=== Begin Enclosure ===

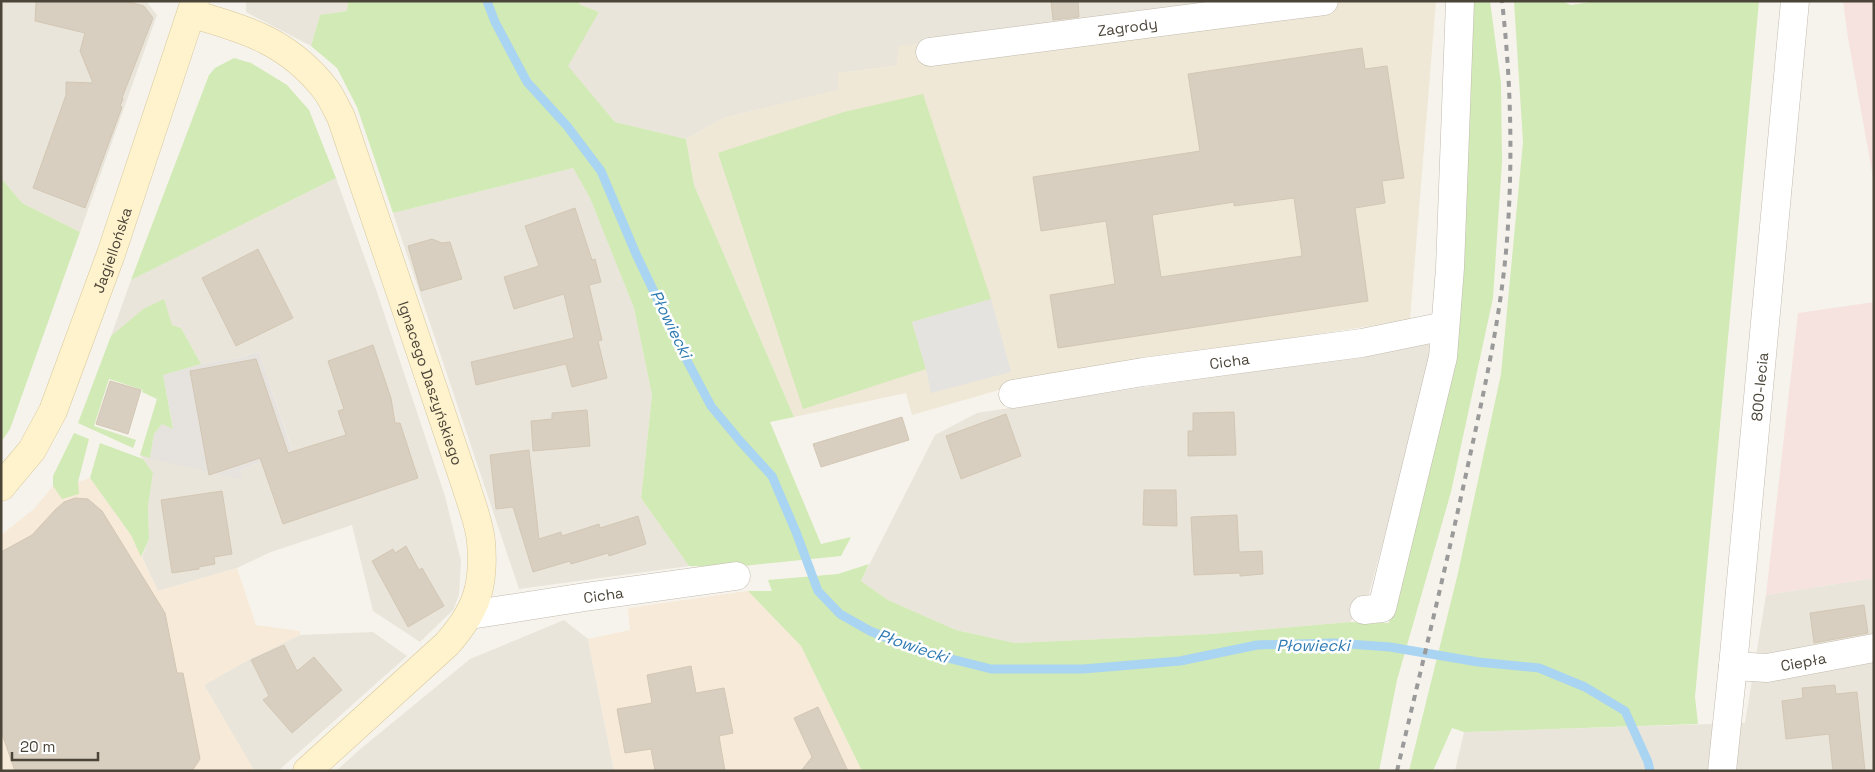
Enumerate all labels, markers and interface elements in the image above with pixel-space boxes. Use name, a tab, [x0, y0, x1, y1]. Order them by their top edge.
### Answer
street label: Zagrody	[1096, 13, 1158, 40]
street label: Jagiellońska	[88, 204, 136, 295]
water label: Płowiecki	[646, 286, 697, 363]
street label: Ignacego Daszyńskiego	[395, 299, 468, 467]
street label: Cicha	[1208, 348, 1251, 373]
street label: 800-lecia	[1746, 351, 1772, 422]
street label: Cicha	[582, 582, 625, 607]
water label: Płowiecki	[875, 624, 953, 669]
water label: Płowiecki	[1276, 635, 1352, 656]
street label: Ciepła	[1779, 648, 1828, 675]
scale bar	[12, 730, 99, 762]
text: 20 m	[20, 737, 55, 756]

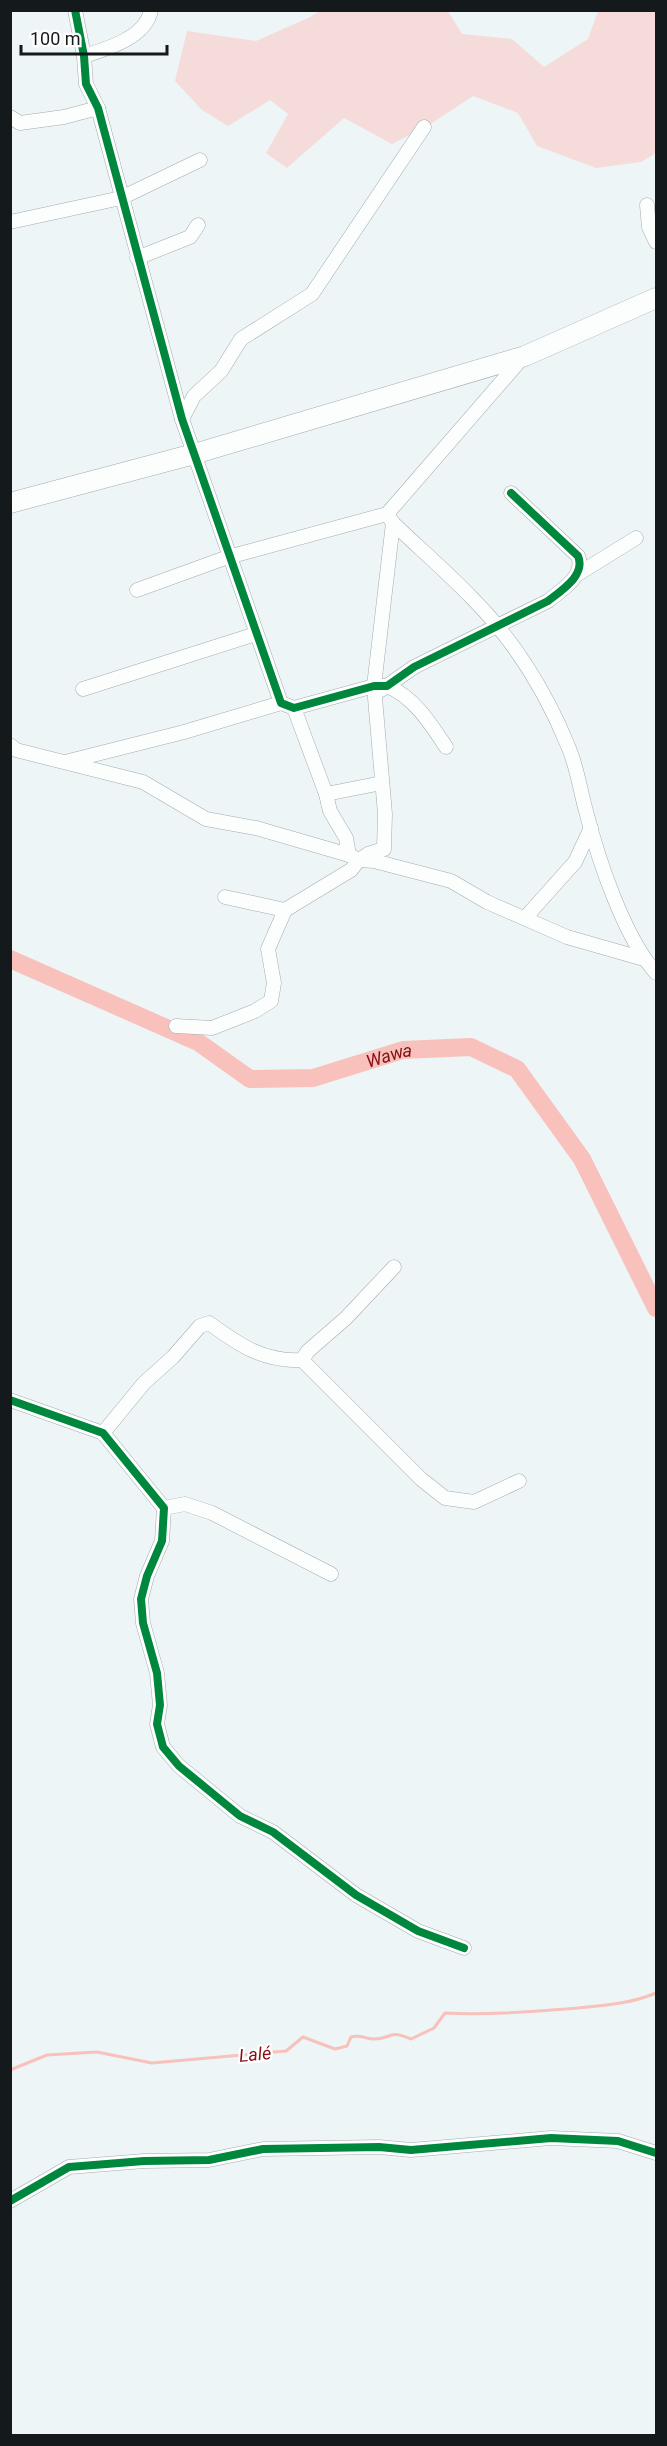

=== End Enclosure ===

Exercise objective = Restate the data above exactly, stripping out each image.

Answer space =
Enumerate all labels, markers and interface elements in the image above with pixel-space boxes. Use name, a tab, [x0, y0, x1, y1]. Order them by their top edge.
### Answer
street label: Zagrody	[1096, 13, 1158, 40]
street label: Jagiellońska	[88, 204, 136, 295]
water label: Płowiecki	[646, 286, 697, 363]
street label: Ignacego Daszyńskiego	[395, 299, 468, 467]
street label: Cicha	[1208, 348, 1251, 373]
street label: 800-lecia	[1746, 351, 1772, 422]
street label: Cicha	[582, 582, 625, 607]
water label: Płowiecki	[875, 624, 953, 669]
water label: Płowiecki	[1276, 635, 1352, 656]
street label: Ciepła	[1779, 648, 1828, 675]
scale bar	[12, 730, 99, 762]
text: 20 m	[20, 737, 55, 756]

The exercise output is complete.